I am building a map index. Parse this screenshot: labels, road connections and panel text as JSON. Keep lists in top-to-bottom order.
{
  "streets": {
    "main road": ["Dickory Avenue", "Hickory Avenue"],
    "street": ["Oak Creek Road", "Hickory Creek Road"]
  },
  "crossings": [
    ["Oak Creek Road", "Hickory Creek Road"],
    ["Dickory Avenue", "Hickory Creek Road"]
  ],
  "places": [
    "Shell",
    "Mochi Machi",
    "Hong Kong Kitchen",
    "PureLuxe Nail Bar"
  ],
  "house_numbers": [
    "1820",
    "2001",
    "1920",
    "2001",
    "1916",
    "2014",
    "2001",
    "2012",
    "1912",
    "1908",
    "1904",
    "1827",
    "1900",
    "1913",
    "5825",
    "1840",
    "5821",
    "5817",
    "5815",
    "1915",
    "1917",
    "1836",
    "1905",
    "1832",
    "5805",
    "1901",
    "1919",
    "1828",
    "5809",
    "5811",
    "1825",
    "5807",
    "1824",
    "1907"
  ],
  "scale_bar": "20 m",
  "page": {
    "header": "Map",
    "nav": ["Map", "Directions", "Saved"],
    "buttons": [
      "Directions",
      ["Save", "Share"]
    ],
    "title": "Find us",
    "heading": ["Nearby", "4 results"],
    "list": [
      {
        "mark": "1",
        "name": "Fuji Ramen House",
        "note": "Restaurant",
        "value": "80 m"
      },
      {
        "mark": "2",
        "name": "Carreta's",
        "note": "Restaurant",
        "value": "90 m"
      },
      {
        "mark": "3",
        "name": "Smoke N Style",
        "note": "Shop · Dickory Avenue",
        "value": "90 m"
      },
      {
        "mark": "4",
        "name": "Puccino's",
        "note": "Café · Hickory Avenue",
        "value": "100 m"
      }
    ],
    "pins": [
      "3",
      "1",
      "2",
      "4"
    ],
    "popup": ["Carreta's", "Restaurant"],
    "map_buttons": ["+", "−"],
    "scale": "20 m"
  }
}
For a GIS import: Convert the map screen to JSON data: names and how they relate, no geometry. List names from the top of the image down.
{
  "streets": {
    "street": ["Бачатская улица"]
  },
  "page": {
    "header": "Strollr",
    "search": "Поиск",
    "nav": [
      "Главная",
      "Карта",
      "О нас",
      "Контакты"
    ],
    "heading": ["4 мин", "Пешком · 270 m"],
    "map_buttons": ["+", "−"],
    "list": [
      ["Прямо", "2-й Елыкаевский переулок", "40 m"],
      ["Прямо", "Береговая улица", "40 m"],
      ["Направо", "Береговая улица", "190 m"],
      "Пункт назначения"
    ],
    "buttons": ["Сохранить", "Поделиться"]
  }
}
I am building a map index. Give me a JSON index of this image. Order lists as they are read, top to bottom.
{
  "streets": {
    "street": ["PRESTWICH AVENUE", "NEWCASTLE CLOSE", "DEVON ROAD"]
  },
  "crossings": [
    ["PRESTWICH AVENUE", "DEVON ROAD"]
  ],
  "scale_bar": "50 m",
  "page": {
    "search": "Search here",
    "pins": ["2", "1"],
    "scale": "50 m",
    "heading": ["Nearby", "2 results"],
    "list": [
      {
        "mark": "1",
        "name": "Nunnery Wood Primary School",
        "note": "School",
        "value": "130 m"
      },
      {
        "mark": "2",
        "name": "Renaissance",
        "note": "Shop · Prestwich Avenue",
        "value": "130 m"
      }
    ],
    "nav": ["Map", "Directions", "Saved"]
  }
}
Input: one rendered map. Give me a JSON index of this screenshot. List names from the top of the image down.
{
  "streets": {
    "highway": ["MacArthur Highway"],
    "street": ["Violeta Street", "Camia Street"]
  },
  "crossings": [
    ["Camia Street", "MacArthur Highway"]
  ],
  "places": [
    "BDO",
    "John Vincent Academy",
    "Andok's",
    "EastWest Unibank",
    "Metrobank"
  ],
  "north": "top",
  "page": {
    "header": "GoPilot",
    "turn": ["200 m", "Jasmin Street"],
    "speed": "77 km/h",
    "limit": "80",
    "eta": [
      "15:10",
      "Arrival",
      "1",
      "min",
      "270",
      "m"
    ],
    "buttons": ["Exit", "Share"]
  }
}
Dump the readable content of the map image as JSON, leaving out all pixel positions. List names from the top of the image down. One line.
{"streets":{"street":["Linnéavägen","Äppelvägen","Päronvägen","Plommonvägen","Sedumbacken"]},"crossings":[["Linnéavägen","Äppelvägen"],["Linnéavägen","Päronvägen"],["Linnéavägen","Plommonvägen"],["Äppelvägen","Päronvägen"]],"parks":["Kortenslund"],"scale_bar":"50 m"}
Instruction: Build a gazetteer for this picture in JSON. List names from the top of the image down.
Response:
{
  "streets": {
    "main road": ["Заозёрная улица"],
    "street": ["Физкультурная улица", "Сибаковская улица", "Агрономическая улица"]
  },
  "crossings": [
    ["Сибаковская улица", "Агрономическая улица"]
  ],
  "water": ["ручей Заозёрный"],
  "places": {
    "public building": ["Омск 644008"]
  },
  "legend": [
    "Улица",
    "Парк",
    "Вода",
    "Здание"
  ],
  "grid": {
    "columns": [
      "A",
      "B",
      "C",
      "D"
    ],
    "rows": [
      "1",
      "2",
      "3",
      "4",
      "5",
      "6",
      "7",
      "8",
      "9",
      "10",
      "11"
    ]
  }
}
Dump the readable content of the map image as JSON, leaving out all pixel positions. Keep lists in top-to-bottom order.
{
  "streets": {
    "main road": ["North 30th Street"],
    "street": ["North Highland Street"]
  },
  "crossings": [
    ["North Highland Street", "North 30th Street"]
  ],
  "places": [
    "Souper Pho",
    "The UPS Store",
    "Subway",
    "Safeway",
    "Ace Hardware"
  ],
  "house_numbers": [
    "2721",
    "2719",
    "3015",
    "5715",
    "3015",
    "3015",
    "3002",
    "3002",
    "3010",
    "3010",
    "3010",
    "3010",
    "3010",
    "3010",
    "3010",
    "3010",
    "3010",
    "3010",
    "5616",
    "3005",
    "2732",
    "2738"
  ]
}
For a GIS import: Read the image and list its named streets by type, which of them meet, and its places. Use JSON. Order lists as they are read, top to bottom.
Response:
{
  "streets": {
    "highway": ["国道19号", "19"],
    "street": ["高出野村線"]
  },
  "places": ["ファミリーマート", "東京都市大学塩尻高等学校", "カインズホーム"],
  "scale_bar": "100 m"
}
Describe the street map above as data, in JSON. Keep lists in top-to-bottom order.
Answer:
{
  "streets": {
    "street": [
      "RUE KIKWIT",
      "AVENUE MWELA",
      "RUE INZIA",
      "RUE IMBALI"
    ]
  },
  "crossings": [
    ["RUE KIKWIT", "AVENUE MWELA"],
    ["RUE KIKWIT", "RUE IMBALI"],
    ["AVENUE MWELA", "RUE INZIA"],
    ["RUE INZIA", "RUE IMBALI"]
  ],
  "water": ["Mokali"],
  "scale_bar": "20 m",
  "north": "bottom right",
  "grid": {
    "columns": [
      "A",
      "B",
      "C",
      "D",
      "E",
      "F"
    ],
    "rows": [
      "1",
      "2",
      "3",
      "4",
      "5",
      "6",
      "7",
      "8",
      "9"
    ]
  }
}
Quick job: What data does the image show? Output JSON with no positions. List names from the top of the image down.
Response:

Problem requirements => Reproduce every record that appears above, keeping the wording exact.

Answer for this exercise =>
I am building a map index. Parse this screenshot: labels, road connections and panel text as JSON. Keep lists in top-to-bottom order.
{
  "streets": {
    "main road": ["Dickory Avenue", "Hickory Avenue"],
    "street": ["Oak Creek Road", "Hickory Creek Road"]
  },
  "crossings": [
    ["Oak Creek Road", "Hickory Creek Road"],
    ["Dickory Avenue", "Hickory Creek Road"]
  ],
  "places": [
    "Shell",
    "Mochi Machi",
    "Hong Kong Kitchen",
    "PureLuxe Nail Bar"
  ],
  "house_numbers": [
    "1820",
    "2001",
    "1920",
    "2001",
    "1916",
    "2014",
    "2001",
    "2012",
    "1912",
    "1908",
    "1904",
    "1827",
    "1900",
    "1913",
    "5825",
    "1840",
    "5821",
    "5817",
    "5815",
    "1915",
    "1917",
    "1836",
    "1905",
    "1832",
    "5805",
    "1901",
    "1919",
    "1828",
    "5809",
    "5811",
    "1825",
    "5807",
    "1824",
    "1907"
  ],
  "scale_bar": "20 m",
  "page": {
    "header": "Map",
    "nav": ["Map", "Directions", "Saved"],
    "buttons": [
      "Directions",
      ["Save", "Share"]
    ],
    "title": "Find us",
    "heading": ["Nearby", "4 results"],
    "list": [
      {
        "mark": "1",
        "name": "Fuji Ramen House",
        "note": "Restaurant",
        "value": "80 m"
      },
      {
        "mark": "2",
        "name": "Carreta's",
        "note": "Restaurant",
        "value": "90 m"
      },
      {
        "mark": "3",
        "name": "Smoke N Style",
        "note": "Shop · Dickory Avenue",
        "value": "90 m"
      },
      {
        "mark": "4",
        "name": "Puccino's",
        "note": "Café · Hickory Avenue",
        "value": "100 m"
      }
    ],
    "pins": [
      "3",
      "1",
      "2",
      "4"
    ],
    "popup": ["Carreta's", "Restaurant"],
    "map_buttons": ["+", "−"],
    "scale": "20 m"
  }
}
For a GIS import: Convert the map screen to JSON data: names and how they relate, no geometry. List names from the top of the image down.
{
  "streets": {
    "street": ["Бачатская улица"]
  },
  "page": {
    "header": "Strollr",
    "search": "Поиск",
    "nav": [
      "Главная",
      "Карта",
      "О нас",
      "Контакты"
    ],
    "heading": ["4 мин", "Пешком · 270 m"],
    "map_buttons": ["+", "−"],
    "list": [
      ["Прямо", "2-й Елыкаевский переулок", "40 m"],
      ["Прямо", "Береговая улица", "40 m"],
      ["Направо", "Береговая улица", "190 m"],
      "Пункт назначения"
    ],
    "buttons": ["Сохранить", "Поделиться"]
  }
}
I am building a map index. Give me a JSON index of this image. Order lists as they are read, top to bottom.
{
  "streets": {
    "street": ["PRESTWICH AVENUE", "NEWCASTLE CLOSE", "DEVON ROAD"]
  },
  "crossings": [
    ["PRESTWICH AVENUE", "DEVON ROAD"]
  ],
  "scale_bar": "50 m",
  "page": {
    "search": "Search here",
    "pins": ["2", "1"],
    "scale": "50 m",
    "heading": ["Nearby", "2 results"],
    "list": [
      {
        "mark": "1",
        "name": "Nunnery Wood Primary School",
        "note": "School",
        "value": "130 m"
      },
      {
        "mark": "2",
        "name": "Renaissance",
        "note": "Shop · Prestwich Avenue",
        "value": "130 m"
      }
    ],
    "nav": ["Map", "Directions", "Saved"]
  }
}
Input: one rendered map. Give me a JSON index of this screenshot. List names from the top of the image down.
{
  "streets": {
    "highway": ["MacArthur Highway"],
    "street": ["Violeta Street", "Camia Street"]
  },
  "crossings": [
    ["Camia Street", "MacArthur Highway"]
  ],
  "places": [
    "BDO",
    "John Vincent Academy",
    "Andok's",
    "EastWest Unibank",
    "Metrobank"
  ],
  "north": "top",
  "page": {
    "header": "GoPilot",
    "turn": ["200 m", "Jasmin Street"],
    "speed": "77 km/h",
    "limit": "80",
    "eta": [
      "15:10",
      "Arrival",
      "1",
      "min",
      "270",
      "m"
    ],
    "buttons": ["Exit", "Share"]
  }
}
Dump the readable content of the map image as JSON, leaving out all pixel positions. List names from the top of the image down. One line.
{"streets":{"street":["Linnéavägen","Äppelvägen","Päronvägen","Plommonvägen","Sedumbacken"]},"crossings":[["Linnéavägen","Äppelvägen"],["Linnéavägen","Päronvägen"],["Linnéavägen","Plommonvägen"],["Äppelvägen","Päronvägen"]],"parks":["Kortenslund"],"scale_bar":"50 m"}
Instruction: Build a gazetteer for this picture in JSON. List names from the top of the image down.
Response:
{
  "streets": {
    "main road": ["Заозёрная улица"],
    "street": ["Физкультурная улица", "Сибаковская улица", "Агрономическая улица"]
  },
  "crossings": [
    ["Сибаковская улица", "Агрономическая улица"]
  ],
  "water": ["ручей Заозёрный"],
  "places": {
    "public building": ["Омск 644008"]
  },
  "legend": [
    "Улица",
    "Парк",
    "Вода",
    "Здание"
  ],
  "grid": {
    "columns": [
      "A",
      "B",
      "C",
      "D"
    ],
    "rows": [
      "1",
      "2",
      "3",
      "4",
      "5",
      "6",
      "7",
      "8",
      "9",
      "10",
      "11"
    ]
  }
}
Dump the readable content of the map image as JSON, leaving out all pixel positions. Keep lists in top-to-bottom order.
{
  "streets": {
    "main road": ["North 30th Street"],
    "street": ["North Highland Street"]
  },
  "crossings": [
    ["North Highland Street", "North 30th Street"]
  ],
  "places": [
    "Souper Pho",
    "The UPS Store",
    "Subway",
    "Safeway",
    "Ace Hardware"
  ],
  "house_numbers": [
    "2721",
    "2719",
    "3015",
    "5715",
    "3015",
    "3015",
    "3002",
    "3002",
    "3010",
    "3010",
    "3010",
    "3010",
    "3010",
    "3010",
    "3010",
    "3010",
    "3010",
    "3010",
    "5616",
    "3005",
    "2732",
    "2738"
  ]
}
For a GIS import: Read the image and list its named streets by type, which of them meet, and its places. Use JSON. Order lists as they are read, top to bottom.
Response:
{
  "streets": {
    "highway": ["国道19号", "19"],
    "street": ["高出野村線"]
  },
  "places": ["ファミリーマート", "東京都市大学塩尻高等学校", "カインズホーム"],
  "scale_bar": "100 m"
}
Describe the street map above as data, in JSON. Keep lists in top-to-bottom order.
Answer:
{
  "streets": {
    "street": [
      "RUE KIKWIT",
      "AVENUE MWELA",
      "RUE INZIA",
      "RUE IMBALI"
    ]
  },
  "crossings": [
    ["RUE KIKWIT", "AVENUE MWELA"],
    ["RUE KIKWIT", "RUE IMBALI"],
    ["AVENUE MWELA", "RUE INZIA"],
    ["RUE INZIA", "RUE IMBALI"]
  ],
  "water": ["Mokali"],
  "scale_bar": "20 m",
  "north": "bottom right",
  "grid": {
    "columns": [
      "A",
      "B",
      "C",
      "D",
      "E",
      "F"
    ],
    "rows": [
      "1",
      "2",
      "3",
      "4",
      "5",
      "6",
      "7",
      "8",
      "9"
    ]
  }
}
Quick job: What data does the image show? Output JSON with no positions. List names from the top of the image down.
Response:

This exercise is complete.